Obituary: Fritz Roth 1.8.1949 – 13.12.2012
Monika Müller and Lukas Radbruch, members of the International Working Group on Death, Dying and Bereavement, pay tribute to Fritz Roth, one of the pioneer bereavement experts in Germany and an inspirational friend.
How do you become an undertaker? Fritz Roth definitely was not the typical undertaker, and he liked to tell how he came into this vocation. Following his studies in economics he worked as a manager in a big energy company, before he and his wife, Inge, took over the funeral home, Pütz, in Bergisch-Gladbach. This probably was due more to an entrepreneurial urge to lead and design his own business. However, after training in grief therapy with Jorgos Canacakis this changed, and a different way of approaching death and bereavement in society became his mission.

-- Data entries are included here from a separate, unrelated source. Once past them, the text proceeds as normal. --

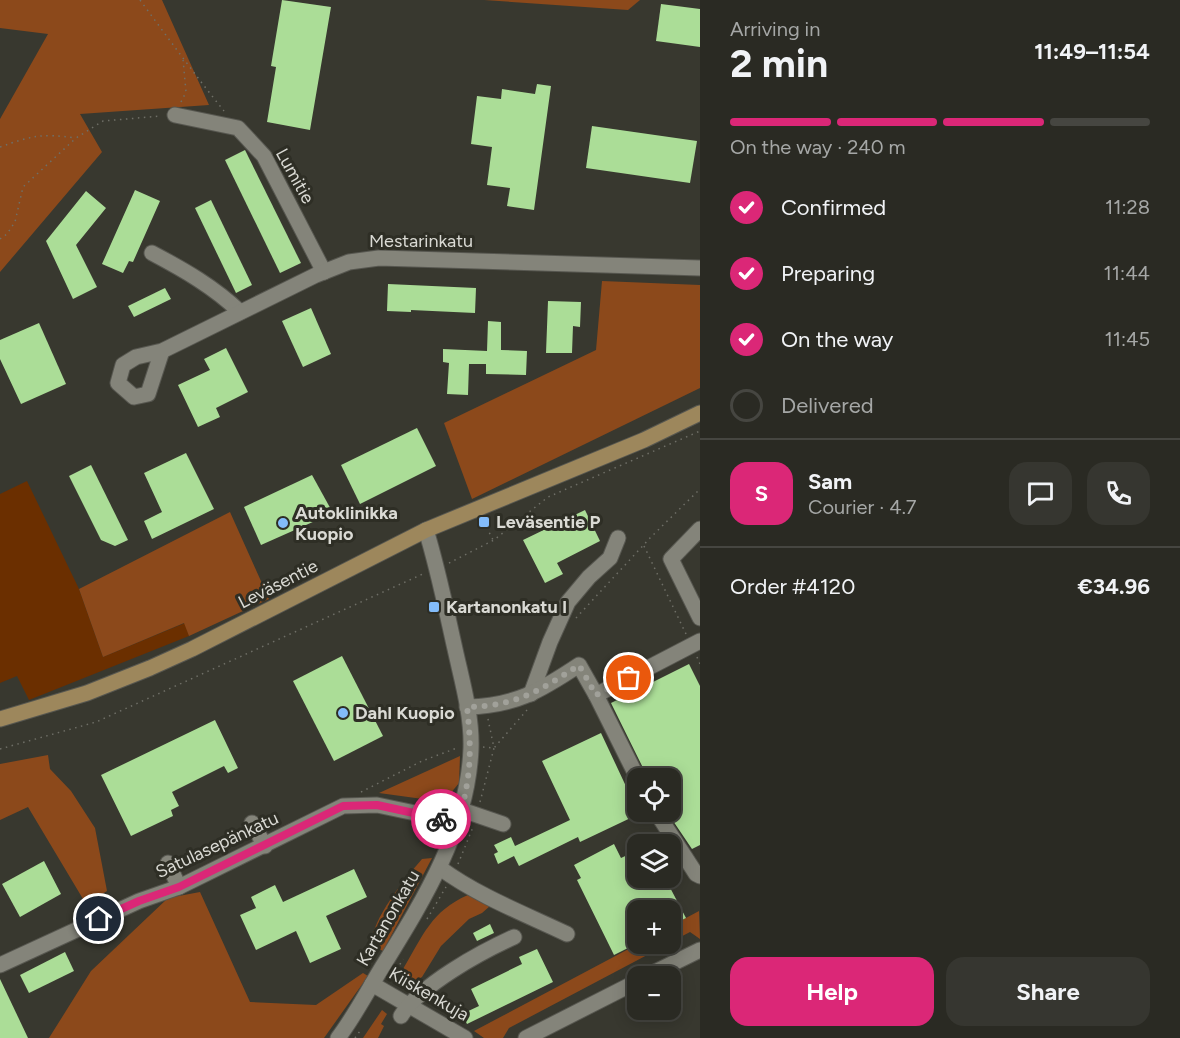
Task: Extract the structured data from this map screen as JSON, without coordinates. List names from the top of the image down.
{
  "streets": {
    "main road": ["Leväsentie"],
    "street": [
      "Lumitie",
      "Mestarinkatu",
      "Satulasepänkatu",
      "Kartanonkatu",
      "Kiiskenkuja"
    ]
  },
  "crossings": [
    ["Lumitie", "Mestarinkatu"],
    ["Leväsentie", "Kartanonkatu"],
    ["Satulasepänkatu", "Kartanonkatu"],
    ["Kartanonkatu", "Kiiskenkuja"]
  ],
  "places": {
    "transit": ["Leväsentie P", "Kartanonkatu I"],
    "other": ["Autoklinikka Kuopio", "Dahl Kuopio"]
  },
  "page": {
    "heading": ["2 min", "Arriving in", "11:49–11:54"],
    "panel": [
      "Sam",
      "Courier · 4.7",
      "Order #4120",
      "€34.96"
    ],
    "bar": "On the way · 240 m",
    "list": [
      ["Confirmed", "11:28"],
      ["Preparing", "11:44"],
      ["On the way", "11:45"],
      "Delivered"
    ],
    "round": "S",
    "map_buttons": ["+", "−"],
    "buttons": ["Help", "Share"]
  }
}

This is how we came to know him: one of us (Lukas) in the television studio for a small programme to which we had both been invited as experts and where we supported each other in our statements. The other, (Monika) thinking timidly about the first northrhine-westfalian bereavement conference, which Fritz Roth heartily encouraged and offered to provide all technical and financial support.
We worked together in the International Working Group on Death, Dying and Bereavement (IWG), where Fritz Roth had been a board member since 2010. We met in Tucson, Sao Paulo and Cape Cod. In the years 2009 and 2010 we planned together the IWG conference, which was held in May 2010 in Bergisch Gladbach. It was an intense period of time, and Fritz Roth managed again and again to surprise us with his spontaneity, his generosity, his thoroughness and, most of all, with his joy of life and his enthusiasm. It was to his merit, that the congress was such a success.
Fritz Roth always opened new paths for the approach to bereavement and death. He established the first private cemetery in Germany, and his bereavement academy and the Villa Kunterbunt for grieving children were famous far beyond the borders of Bergisch Gladbach. For his exhibition, ‘A suitcase for the last journey’, he sent an empty suitcase to a hundred people and asked them to fill it with whatever they would like to take with them on the journey out of life. The exhibition and the book are an impressive testimony about reflection on the essential and the diversity of attitudes.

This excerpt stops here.